[Stored data entries]
[Start of Attachment]
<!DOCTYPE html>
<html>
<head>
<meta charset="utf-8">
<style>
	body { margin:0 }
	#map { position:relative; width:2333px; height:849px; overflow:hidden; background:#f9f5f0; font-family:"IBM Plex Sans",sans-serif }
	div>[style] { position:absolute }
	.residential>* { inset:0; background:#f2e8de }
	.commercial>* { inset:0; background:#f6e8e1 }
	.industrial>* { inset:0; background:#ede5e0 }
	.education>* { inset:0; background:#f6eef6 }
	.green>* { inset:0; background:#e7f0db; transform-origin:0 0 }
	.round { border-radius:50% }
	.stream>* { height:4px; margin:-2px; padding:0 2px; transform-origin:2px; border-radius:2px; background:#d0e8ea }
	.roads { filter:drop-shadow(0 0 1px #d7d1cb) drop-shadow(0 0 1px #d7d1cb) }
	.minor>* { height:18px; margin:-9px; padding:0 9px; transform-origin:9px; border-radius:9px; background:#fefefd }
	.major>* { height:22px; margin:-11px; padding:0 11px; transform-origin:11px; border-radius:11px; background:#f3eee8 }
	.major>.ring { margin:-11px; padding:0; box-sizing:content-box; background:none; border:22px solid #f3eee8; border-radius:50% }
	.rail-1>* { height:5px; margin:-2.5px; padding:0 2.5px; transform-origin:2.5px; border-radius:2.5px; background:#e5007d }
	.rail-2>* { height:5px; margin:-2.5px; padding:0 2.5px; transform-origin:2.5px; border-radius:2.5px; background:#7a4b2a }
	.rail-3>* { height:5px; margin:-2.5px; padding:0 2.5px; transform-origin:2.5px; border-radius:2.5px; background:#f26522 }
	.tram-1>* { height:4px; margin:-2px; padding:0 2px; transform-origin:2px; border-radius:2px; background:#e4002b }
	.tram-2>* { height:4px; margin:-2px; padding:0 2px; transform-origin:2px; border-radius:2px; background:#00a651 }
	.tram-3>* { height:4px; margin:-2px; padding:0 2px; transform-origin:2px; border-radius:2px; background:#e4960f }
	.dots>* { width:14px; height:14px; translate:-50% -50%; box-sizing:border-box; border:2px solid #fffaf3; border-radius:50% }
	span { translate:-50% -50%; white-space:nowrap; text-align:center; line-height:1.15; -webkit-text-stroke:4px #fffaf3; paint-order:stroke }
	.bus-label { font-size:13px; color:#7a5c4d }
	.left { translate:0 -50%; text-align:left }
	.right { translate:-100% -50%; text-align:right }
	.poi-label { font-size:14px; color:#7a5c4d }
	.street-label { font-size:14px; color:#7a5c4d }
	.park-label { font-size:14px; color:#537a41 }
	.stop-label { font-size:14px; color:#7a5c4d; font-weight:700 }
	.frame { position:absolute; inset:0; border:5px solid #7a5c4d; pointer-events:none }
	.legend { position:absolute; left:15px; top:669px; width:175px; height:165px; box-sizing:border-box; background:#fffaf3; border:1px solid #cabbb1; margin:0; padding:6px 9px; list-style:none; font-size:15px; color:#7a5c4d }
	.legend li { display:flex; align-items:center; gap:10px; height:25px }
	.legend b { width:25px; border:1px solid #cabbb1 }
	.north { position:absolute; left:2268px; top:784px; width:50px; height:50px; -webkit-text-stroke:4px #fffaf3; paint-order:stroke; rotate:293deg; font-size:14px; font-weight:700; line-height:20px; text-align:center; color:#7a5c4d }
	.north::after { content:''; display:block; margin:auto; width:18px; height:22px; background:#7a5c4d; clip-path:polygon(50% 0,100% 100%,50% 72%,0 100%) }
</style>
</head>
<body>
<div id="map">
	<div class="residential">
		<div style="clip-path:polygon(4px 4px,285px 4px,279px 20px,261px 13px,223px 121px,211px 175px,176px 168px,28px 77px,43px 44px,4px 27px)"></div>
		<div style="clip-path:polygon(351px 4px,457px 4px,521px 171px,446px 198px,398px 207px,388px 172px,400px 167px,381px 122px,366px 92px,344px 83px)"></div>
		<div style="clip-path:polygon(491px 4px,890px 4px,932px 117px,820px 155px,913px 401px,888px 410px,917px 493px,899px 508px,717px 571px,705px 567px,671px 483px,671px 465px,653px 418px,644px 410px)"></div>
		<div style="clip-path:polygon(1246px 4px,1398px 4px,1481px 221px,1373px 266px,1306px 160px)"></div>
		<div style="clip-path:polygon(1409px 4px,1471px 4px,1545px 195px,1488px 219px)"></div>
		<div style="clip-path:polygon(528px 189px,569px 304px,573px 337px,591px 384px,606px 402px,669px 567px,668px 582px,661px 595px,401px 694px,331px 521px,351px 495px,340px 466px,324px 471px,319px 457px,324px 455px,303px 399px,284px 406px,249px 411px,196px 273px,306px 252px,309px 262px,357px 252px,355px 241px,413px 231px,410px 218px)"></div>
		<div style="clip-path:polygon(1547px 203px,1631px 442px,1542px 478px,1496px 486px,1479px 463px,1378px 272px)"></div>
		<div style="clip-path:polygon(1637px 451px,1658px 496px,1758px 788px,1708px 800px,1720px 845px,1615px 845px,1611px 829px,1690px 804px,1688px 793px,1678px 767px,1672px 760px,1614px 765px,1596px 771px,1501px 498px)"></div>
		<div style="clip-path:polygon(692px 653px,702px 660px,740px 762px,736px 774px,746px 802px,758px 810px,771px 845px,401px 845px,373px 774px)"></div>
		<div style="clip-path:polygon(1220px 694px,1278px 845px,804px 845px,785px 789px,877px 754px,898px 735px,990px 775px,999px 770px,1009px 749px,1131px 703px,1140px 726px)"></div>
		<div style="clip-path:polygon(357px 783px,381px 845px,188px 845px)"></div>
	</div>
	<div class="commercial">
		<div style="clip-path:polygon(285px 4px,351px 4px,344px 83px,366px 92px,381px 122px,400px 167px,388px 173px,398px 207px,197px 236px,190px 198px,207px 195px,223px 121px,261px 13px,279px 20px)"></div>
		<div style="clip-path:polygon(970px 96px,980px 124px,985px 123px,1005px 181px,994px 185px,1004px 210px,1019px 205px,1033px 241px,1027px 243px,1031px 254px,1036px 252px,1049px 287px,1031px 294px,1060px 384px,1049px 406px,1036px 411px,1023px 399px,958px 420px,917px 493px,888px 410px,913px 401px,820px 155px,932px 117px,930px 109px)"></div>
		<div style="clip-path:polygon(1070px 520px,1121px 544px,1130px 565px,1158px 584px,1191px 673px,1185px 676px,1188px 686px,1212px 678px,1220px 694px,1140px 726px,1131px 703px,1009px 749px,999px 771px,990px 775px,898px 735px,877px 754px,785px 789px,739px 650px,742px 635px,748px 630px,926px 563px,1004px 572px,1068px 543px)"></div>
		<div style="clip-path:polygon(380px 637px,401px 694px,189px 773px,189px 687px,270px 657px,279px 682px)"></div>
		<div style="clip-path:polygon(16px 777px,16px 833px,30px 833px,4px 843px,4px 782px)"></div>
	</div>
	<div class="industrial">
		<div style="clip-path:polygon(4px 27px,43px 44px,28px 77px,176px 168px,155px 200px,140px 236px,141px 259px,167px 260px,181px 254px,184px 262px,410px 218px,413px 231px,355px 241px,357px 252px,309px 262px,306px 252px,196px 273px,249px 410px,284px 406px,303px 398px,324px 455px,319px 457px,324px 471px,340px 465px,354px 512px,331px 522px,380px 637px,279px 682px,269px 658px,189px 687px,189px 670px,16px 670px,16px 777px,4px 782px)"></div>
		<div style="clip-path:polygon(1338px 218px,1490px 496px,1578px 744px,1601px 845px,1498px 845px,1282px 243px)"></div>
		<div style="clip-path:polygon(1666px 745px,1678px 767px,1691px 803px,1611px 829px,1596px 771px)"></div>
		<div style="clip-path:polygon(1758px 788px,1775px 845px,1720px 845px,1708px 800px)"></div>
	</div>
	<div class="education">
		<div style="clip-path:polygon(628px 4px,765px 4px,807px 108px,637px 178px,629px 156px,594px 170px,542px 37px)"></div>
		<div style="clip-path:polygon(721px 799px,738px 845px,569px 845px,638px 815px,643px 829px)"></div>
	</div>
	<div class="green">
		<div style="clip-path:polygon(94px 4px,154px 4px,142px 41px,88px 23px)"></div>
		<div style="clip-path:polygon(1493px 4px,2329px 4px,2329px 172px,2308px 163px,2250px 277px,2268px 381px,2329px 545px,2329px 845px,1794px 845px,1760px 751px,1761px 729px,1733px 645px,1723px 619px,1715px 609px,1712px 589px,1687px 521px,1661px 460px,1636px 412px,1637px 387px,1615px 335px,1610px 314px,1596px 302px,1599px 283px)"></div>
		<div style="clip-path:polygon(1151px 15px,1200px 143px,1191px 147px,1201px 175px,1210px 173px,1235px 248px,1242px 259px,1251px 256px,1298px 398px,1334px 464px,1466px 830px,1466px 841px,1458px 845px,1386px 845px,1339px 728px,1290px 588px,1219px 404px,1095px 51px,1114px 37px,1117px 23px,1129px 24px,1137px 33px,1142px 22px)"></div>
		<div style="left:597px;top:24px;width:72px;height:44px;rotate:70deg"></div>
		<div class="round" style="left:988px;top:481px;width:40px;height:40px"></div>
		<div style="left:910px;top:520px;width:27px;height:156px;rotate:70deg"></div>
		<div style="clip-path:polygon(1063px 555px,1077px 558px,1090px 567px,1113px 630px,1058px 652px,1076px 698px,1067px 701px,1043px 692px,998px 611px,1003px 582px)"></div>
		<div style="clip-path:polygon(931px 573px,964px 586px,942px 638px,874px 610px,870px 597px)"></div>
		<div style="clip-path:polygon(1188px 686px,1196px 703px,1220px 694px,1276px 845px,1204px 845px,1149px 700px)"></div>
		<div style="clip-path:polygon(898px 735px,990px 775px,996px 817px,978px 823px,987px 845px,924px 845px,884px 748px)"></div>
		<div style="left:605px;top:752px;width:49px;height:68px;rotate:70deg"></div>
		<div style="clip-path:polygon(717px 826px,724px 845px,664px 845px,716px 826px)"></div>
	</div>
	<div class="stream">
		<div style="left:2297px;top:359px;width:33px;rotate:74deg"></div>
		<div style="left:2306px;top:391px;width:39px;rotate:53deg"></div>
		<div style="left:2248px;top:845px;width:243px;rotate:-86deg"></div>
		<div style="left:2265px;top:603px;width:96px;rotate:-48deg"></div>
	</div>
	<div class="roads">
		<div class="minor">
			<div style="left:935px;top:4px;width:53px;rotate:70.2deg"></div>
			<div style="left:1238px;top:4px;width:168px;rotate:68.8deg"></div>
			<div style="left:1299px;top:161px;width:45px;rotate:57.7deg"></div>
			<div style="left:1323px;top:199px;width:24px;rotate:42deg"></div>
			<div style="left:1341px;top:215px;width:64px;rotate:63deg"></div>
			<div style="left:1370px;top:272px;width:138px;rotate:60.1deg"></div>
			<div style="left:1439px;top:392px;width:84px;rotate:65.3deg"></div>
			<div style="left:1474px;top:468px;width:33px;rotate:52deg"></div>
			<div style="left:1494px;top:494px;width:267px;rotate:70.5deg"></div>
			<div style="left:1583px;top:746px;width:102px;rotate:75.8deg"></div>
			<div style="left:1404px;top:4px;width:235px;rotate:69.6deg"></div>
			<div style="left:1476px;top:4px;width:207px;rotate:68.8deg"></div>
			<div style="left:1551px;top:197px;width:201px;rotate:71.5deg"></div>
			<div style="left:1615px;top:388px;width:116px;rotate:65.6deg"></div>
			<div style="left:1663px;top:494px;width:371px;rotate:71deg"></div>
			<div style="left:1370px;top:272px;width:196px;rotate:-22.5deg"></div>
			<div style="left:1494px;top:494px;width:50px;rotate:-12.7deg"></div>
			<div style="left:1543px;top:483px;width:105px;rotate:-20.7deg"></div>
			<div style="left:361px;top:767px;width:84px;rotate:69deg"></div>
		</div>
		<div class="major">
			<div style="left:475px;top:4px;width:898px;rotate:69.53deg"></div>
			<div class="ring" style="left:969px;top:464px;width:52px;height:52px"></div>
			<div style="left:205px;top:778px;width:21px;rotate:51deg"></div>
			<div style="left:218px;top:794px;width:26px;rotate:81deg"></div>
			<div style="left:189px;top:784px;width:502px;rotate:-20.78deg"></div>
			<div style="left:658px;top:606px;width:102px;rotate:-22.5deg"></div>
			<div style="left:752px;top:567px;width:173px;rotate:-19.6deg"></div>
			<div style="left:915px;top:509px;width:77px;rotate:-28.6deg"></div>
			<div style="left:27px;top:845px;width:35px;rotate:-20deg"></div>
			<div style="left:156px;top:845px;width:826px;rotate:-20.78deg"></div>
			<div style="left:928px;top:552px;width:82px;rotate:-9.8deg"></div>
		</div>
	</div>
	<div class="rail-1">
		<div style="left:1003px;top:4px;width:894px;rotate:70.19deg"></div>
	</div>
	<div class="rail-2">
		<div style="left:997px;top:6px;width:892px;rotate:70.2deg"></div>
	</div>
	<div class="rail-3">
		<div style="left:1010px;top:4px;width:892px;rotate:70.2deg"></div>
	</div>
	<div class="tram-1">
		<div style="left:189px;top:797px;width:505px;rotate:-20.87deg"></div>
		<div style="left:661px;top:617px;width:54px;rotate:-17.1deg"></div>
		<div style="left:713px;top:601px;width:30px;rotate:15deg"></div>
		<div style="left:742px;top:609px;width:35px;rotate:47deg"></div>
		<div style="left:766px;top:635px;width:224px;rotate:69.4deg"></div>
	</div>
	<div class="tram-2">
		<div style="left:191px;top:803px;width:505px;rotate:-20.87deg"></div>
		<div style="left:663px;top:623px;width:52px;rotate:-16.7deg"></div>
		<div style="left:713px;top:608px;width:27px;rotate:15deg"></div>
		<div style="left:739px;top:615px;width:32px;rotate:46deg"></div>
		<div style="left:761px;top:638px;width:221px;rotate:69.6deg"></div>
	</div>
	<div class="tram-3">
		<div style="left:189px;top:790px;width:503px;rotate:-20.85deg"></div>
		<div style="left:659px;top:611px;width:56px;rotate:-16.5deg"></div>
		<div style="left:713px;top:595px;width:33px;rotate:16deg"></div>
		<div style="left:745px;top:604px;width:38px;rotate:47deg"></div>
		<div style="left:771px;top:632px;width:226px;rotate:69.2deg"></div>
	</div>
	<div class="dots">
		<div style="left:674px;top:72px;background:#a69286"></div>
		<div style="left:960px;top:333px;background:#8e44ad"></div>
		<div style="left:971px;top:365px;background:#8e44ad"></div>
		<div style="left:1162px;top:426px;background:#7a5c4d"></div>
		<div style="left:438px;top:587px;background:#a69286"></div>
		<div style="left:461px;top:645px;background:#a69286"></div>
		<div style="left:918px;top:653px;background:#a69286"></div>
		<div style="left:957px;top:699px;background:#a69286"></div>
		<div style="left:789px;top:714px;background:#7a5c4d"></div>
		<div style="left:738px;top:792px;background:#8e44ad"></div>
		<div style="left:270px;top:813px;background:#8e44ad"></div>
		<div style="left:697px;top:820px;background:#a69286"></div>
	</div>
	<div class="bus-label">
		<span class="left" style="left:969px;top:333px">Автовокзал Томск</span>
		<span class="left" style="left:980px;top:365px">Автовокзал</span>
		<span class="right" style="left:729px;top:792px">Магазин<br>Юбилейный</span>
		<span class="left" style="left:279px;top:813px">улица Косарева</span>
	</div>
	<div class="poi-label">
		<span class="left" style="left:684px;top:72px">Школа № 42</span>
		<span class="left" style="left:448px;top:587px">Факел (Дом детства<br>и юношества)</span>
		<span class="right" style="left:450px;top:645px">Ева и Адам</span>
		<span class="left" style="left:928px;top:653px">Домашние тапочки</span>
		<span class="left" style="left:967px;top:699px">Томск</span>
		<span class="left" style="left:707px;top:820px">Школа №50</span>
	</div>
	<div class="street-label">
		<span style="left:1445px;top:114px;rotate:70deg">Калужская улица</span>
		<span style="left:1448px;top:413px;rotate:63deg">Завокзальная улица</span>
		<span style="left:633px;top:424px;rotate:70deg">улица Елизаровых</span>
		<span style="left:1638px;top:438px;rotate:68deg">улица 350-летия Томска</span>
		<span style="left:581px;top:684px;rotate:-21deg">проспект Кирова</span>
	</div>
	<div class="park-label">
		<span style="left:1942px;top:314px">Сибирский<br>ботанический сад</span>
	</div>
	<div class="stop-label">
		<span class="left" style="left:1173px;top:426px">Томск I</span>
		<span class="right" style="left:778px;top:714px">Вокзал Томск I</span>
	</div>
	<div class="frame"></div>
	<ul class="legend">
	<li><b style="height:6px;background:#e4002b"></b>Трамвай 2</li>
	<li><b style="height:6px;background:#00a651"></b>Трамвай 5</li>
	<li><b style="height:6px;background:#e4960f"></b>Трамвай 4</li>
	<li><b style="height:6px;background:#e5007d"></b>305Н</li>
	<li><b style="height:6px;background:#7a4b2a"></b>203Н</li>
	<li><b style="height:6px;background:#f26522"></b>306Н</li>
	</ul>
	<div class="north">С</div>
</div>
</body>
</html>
[End of Attachment]
*Description of the task*.
Up to and including the line with "position:relative; width:2333px; height:849px;", write out the records above exactly, starting from their first line.

*Answer for the task*.
<!DOCTYPE html>
<html>
<head>
<meta charset="utf-8">
<style>
	body { margin:0 }
	#map { position:relative; width:2333px; height:849px; overflow:hidden; background:#f9f5f0; font-family:"IBM Plex Sans",sans-serif }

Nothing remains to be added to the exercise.